◆ Data in this exercise

__________________________________________________

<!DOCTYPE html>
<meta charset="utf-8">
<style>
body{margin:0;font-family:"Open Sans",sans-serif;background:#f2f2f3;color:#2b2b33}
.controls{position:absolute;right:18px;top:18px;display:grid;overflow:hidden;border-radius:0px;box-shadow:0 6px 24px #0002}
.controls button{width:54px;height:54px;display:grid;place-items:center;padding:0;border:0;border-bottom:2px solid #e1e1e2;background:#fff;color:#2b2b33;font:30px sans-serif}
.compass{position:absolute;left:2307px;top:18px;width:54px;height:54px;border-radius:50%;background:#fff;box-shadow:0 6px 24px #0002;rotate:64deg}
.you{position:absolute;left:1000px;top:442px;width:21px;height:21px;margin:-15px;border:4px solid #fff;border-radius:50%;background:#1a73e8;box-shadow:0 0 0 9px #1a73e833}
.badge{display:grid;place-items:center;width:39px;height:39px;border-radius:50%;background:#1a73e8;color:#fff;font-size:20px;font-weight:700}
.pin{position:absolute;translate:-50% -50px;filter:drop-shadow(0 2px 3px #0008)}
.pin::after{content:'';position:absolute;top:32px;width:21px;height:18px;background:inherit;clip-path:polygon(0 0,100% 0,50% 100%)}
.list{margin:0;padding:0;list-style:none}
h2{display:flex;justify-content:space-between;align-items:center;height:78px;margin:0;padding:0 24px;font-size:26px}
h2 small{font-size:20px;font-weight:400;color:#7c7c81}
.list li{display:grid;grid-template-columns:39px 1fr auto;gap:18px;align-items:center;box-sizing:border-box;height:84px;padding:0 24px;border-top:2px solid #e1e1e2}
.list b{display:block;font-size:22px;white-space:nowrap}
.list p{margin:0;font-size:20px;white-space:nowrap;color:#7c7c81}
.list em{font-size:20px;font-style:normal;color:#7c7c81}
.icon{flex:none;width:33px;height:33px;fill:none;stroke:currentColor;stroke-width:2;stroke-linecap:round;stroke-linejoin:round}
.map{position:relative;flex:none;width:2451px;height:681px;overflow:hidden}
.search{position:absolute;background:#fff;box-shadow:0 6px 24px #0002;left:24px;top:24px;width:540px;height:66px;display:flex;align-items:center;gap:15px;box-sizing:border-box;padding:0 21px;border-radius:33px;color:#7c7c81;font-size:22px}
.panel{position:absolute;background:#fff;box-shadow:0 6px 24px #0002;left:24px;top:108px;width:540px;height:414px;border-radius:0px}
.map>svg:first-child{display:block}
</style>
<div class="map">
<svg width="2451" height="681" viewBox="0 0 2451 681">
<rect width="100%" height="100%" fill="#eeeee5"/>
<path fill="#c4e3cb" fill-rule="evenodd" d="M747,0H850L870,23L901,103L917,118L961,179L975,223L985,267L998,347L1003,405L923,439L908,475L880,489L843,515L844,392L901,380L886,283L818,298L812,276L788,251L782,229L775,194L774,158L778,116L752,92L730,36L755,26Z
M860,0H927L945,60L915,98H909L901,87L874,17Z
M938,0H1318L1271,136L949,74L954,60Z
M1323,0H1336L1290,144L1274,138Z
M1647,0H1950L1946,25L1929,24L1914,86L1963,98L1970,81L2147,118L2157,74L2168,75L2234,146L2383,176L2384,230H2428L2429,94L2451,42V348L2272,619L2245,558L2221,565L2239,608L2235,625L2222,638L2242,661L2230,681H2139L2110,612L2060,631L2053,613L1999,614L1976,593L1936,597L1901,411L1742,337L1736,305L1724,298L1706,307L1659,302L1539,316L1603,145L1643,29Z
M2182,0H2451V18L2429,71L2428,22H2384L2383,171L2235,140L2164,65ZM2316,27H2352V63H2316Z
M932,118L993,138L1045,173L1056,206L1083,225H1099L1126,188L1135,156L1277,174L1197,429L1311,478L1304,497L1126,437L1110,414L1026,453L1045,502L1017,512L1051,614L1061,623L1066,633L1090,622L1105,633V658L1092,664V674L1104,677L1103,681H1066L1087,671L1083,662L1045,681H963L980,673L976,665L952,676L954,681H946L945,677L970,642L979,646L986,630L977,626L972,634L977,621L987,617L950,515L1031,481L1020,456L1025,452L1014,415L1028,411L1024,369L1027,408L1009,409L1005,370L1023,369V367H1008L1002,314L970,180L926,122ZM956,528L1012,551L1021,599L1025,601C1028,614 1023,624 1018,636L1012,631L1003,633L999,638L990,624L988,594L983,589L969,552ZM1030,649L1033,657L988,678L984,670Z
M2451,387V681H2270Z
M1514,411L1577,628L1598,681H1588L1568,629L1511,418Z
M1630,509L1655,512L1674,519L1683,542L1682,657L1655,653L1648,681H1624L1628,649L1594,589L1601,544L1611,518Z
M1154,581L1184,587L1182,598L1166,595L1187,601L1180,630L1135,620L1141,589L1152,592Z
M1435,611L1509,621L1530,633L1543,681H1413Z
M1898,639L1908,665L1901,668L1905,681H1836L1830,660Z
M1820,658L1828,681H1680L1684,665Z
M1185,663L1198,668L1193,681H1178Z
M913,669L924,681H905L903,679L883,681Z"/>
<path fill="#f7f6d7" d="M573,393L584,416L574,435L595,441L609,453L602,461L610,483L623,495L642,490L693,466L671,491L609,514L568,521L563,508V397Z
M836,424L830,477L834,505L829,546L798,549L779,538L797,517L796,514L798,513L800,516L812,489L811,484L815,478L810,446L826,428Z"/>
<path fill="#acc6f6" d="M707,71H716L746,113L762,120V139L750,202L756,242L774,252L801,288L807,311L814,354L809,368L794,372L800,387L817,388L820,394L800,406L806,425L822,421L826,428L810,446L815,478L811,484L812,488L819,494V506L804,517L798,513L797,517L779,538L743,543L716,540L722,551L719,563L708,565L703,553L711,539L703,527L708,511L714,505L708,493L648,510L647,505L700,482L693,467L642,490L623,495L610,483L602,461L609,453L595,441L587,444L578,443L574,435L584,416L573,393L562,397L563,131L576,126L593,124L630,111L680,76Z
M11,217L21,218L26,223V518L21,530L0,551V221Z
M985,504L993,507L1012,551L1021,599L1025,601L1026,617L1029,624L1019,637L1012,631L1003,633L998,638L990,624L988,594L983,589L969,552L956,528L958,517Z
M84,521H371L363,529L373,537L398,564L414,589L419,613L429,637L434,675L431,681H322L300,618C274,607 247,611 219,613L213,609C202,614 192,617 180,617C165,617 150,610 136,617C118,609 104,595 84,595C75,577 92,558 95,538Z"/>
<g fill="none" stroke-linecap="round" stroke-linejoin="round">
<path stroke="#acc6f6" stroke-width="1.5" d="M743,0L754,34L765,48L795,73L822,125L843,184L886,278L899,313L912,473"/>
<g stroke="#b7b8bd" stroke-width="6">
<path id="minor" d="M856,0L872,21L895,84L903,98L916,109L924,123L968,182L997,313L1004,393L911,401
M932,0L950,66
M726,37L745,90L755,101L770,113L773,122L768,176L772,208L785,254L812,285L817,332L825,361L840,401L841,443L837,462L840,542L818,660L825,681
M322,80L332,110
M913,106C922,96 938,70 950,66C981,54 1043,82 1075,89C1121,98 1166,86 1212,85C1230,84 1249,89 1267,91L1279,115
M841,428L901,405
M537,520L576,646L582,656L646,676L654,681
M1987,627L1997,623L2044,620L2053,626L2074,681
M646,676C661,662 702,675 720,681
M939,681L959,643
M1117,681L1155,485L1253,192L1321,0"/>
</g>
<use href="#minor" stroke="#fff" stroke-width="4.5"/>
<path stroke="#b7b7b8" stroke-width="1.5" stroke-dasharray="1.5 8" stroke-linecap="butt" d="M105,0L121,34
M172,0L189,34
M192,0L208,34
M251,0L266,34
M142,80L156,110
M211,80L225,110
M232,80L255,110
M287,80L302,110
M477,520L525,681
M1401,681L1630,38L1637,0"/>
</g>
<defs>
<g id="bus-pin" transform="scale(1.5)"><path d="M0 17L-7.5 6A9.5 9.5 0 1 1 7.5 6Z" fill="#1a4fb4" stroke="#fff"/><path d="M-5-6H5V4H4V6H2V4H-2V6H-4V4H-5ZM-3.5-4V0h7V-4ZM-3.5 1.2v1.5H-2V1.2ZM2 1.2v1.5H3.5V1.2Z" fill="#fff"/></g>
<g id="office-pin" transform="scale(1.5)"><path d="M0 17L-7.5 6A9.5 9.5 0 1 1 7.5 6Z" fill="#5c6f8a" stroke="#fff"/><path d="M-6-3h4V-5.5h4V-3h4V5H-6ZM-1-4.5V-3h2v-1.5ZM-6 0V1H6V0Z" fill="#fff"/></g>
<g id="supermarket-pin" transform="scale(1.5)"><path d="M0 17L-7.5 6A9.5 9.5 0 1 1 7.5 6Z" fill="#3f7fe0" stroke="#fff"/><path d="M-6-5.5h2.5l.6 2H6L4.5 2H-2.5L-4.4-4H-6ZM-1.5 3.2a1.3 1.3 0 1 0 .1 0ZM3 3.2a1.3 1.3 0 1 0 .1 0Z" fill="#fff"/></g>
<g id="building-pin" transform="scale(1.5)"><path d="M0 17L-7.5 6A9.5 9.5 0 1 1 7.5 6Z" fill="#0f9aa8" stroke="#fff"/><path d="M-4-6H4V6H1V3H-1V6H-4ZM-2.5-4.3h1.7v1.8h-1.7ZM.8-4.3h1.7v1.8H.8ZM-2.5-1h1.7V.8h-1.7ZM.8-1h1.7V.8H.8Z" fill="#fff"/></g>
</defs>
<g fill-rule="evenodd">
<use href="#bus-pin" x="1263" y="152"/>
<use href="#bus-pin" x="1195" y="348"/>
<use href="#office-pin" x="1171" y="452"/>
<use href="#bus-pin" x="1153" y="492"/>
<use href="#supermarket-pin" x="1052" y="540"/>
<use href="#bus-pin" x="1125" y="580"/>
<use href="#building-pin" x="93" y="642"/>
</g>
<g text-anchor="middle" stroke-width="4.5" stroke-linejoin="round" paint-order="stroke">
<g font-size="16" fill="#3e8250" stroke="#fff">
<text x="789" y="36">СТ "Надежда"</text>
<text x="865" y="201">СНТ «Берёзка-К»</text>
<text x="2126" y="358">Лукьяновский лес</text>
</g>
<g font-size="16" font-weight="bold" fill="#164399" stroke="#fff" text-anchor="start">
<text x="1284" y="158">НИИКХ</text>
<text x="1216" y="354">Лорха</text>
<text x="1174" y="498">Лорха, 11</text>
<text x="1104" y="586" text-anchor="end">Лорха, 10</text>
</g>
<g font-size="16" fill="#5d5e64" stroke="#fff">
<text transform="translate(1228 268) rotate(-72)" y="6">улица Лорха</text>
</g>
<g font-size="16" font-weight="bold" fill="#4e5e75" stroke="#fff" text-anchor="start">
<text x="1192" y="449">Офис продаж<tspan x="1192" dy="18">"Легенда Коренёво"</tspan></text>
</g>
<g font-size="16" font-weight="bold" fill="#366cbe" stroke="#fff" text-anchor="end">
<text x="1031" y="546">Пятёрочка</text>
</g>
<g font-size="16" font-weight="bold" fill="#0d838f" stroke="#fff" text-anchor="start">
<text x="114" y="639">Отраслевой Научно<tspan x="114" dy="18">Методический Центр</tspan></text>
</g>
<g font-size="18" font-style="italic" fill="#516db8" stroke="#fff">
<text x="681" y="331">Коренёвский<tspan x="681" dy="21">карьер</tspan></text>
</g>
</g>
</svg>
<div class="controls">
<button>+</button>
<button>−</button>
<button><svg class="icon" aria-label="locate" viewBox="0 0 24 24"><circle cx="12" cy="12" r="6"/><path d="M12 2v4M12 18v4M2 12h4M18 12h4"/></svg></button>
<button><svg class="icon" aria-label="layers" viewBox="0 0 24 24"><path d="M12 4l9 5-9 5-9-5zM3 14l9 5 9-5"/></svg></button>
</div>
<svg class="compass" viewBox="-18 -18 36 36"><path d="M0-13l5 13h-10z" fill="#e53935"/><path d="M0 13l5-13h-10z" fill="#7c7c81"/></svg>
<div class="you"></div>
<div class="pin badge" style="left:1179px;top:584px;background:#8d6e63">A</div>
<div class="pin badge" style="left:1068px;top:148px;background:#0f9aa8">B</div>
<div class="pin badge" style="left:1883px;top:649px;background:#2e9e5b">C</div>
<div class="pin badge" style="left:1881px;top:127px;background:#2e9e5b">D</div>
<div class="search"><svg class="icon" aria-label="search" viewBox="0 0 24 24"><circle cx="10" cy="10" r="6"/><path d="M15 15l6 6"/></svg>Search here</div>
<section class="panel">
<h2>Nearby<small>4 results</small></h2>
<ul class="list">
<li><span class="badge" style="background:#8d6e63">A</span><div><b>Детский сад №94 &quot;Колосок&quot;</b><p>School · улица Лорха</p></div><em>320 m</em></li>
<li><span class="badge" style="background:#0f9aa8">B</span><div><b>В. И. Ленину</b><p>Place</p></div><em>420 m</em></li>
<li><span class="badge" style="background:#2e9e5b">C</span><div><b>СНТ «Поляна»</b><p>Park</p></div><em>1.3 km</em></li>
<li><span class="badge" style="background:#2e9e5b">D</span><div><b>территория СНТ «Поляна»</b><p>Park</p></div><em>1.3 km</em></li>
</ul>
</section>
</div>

__________________________________________________

◆ Task description
The answer must consist of every line from the data that contains the word "compass".

◆ Task solution
.compass{position:absolute;left:2307px;top:18px;width:54px;height:54px;border-radius:50%;background:#fff;box-shadow:0 6px 24px #0002;rotate:64deg}
<svg class="compass" viewBox="-18 -18 36 36"><path d="M0-13l5 13h-10z" fill="#e53935"/><path d="M0 13l5-13h-10z" fill="#7c7c81"/></svg>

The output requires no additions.